THE WESTERN GRAY SQUIRREL
The western gray squirrel is a large tree squirrel native to California, with a preference for oak and pine forests. Although once fairly abundant throughout the west coast, loss of habitat and competition from other species has steadily reduced their populations since the 1920s.
Western gray squirrels can be identified by their bushy tails, silvery gray backs and white fronts. White tips on the gray hairs provide the silvery appearance. Gray squirrels are most active in the early morning, retreating to their nests during warmer times of the day. Their nests, called dreys, are typically located in the top third of larger trees and built using twigs, moss and bark shavings.

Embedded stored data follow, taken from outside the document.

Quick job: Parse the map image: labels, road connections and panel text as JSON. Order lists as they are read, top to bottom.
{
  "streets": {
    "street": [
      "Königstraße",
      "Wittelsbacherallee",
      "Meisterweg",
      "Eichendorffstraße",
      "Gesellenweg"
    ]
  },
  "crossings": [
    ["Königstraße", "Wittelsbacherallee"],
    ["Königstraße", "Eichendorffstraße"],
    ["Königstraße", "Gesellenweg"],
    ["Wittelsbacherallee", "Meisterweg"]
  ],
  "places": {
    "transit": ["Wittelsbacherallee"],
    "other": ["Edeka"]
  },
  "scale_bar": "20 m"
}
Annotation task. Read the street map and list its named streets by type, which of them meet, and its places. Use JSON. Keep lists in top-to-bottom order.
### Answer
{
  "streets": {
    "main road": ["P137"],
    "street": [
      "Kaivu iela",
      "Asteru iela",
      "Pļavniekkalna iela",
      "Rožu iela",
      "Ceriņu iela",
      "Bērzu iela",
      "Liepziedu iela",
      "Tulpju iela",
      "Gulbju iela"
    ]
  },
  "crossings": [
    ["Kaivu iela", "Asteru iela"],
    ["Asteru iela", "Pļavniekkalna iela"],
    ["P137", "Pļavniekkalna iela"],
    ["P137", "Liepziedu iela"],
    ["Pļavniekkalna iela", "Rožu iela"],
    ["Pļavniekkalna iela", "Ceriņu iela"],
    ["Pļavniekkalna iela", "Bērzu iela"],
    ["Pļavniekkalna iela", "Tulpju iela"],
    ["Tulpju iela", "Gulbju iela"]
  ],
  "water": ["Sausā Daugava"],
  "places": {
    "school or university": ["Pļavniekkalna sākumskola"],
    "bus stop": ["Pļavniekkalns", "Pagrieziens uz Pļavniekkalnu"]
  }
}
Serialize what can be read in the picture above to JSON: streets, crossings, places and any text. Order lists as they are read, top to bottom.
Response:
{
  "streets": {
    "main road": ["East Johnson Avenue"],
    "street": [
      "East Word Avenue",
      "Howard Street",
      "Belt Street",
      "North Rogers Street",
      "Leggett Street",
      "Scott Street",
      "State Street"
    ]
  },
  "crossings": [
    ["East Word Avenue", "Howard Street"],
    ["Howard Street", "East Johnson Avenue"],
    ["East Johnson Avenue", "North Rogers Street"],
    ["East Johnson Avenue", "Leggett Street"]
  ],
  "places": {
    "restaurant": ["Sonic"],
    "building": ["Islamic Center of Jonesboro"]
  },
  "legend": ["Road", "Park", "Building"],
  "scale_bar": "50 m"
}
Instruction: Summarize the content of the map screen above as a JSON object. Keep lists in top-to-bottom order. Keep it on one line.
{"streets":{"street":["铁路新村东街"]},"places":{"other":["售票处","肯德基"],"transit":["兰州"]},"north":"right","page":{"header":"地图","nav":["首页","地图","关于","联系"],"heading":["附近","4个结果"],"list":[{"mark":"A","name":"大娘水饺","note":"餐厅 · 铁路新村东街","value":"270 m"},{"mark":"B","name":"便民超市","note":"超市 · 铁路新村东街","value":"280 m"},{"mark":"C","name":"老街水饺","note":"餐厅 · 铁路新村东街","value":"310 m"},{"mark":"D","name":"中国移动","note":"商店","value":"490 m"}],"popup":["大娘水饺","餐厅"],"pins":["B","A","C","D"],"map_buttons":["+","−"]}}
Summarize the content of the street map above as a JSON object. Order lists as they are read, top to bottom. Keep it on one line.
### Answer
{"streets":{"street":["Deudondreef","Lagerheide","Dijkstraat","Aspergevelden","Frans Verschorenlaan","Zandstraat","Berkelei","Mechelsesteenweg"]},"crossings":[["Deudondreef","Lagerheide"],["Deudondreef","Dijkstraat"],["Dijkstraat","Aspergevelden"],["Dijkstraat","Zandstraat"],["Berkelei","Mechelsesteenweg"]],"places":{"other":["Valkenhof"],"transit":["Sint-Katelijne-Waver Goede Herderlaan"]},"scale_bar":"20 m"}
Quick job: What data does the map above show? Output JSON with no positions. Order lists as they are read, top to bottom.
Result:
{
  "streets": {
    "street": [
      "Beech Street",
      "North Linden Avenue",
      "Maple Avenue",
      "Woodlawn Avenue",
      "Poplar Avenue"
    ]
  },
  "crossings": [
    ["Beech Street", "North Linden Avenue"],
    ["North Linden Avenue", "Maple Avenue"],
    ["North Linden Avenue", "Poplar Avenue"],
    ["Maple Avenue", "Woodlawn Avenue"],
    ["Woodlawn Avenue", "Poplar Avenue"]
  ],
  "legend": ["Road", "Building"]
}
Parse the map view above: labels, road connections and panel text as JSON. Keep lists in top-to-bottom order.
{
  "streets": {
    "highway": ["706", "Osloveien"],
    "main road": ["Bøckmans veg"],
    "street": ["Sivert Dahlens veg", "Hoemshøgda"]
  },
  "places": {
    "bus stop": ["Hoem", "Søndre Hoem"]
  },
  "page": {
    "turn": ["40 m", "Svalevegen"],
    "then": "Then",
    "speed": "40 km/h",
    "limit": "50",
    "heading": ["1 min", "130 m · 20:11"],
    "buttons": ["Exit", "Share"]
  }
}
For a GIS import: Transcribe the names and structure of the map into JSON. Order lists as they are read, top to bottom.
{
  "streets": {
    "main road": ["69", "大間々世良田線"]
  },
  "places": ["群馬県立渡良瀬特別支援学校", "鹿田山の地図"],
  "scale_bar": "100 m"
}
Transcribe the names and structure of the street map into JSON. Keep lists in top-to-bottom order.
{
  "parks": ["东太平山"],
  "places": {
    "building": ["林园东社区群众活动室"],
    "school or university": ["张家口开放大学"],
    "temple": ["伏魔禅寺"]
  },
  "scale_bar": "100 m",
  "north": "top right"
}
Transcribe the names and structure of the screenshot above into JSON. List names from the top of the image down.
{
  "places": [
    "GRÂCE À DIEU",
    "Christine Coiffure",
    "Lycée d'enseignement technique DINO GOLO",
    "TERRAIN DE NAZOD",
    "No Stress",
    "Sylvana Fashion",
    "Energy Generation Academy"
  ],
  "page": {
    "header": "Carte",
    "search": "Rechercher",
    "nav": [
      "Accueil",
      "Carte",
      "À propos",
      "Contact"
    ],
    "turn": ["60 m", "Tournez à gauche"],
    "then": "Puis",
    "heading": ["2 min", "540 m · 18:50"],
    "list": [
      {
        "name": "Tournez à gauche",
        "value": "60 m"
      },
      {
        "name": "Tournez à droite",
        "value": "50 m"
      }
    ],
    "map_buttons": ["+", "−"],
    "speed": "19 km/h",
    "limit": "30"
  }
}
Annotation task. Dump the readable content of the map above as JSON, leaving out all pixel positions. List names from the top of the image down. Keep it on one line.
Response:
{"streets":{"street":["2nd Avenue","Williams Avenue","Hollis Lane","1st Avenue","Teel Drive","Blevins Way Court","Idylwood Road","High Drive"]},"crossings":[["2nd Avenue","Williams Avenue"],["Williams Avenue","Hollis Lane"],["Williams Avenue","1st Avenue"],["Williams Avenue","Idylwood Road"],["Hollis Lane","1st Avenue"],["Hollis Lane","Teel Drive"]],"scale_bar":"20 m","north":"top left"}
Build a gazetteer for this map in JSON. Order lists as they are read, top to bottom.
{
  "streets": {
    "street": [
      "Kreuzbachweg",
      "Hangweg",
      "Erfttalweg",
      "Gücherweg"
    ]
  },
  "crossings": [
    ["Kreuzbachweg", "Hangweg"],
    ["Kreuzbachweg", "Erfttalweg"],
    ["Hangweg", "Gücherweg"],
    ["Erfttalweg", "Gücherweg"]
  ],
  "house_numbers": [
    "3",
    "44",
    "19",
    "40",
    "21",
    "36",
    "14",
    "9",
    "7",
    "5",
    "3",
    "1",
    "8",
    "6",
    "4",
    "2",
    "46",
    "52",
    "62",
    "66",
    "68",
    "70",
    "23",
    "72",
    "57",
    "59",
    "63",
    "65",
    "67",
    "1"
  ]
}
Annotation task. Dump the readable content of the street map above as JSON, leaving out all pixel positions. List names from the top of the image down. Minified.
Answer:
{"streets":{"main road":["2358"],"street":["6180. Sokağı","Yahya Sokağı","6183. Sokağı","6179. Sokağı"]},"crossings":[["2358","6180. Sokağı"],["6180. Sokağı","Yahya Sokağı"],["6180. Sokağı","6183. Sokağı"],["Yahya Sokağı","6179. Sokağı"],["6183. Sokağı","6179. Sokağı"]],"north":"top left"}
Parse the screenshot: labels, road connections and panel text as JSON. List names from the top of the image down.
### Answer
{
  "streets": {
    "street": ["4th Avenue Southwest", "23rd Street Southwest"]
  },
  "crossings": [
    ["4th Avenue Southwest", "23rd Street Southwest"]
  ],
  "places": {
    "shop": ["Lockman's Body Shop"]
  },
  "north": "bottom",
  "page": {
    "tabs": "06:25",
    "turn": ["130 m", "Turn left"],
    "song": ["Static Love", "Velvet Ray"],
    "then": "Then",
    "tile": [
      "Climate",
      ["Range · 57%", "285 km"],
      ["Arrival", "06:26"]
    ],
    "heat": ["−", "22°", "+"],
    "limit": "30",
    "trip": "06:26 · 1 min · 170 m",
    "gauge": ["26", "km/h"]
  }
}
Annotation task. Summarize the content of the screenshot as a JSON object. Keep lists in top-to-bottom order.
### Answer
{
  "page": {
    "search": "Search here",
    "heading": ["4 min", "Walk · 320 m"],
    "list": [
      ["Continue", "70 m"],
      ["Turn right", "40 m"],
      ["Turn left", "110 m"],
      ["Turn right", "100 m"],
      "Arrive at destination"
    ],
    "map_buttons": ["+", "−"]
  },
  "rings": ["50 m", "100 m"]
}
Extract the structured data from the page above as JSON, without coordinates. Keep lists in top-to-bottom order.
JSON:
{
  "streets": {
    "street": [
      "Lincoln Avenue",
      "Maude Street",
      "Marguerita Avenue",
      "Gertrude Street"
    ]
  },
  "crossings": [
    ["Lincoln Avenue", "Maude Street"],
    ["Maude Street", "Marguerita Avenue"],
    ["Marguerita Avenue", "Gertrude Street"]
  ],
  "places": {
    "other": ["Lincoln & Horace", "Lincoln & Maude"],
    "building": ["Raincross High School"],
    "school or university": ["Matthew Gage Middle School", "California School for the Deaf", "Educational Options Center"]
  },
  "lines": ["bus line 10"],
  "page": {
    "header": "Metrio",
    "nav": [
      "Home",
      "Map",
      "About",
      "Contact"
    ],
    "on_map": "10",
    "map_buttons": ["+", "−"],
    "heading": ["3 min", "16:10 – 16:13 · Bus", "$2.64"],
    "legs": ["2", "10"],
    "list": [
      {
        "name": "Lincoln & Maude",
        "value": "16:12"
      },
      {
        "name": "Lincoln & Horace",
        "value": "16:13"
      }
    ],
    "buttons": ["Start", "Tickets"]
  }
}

Wary of humans, western grey squirrels tend to move from tree to tree. Nonetheless, they still prefer to forage on the ground. Favorite foods include pine nuts, acorns, nuts, berries, green vegetation and even insects. Although non-territorial, gray squirrels do show dominance hierarchy at food locations.In preparation for winter, the western gray squirrel will spend more time gathering and storing food. Although they do not hibernate, western gray squirrels do put on weight and thicken their fur in anticipation of the cold.
Breeding occurs between December and July, with females potentially having two litters per year. Litter sizes range from two to five young, with babies remaining in the nest for six months or more.
Although the introduction of fox squirrels in the 20th century has largely driven the western gray squirrels into the mountains and foothills, a little persistence should make this true California native easy to find.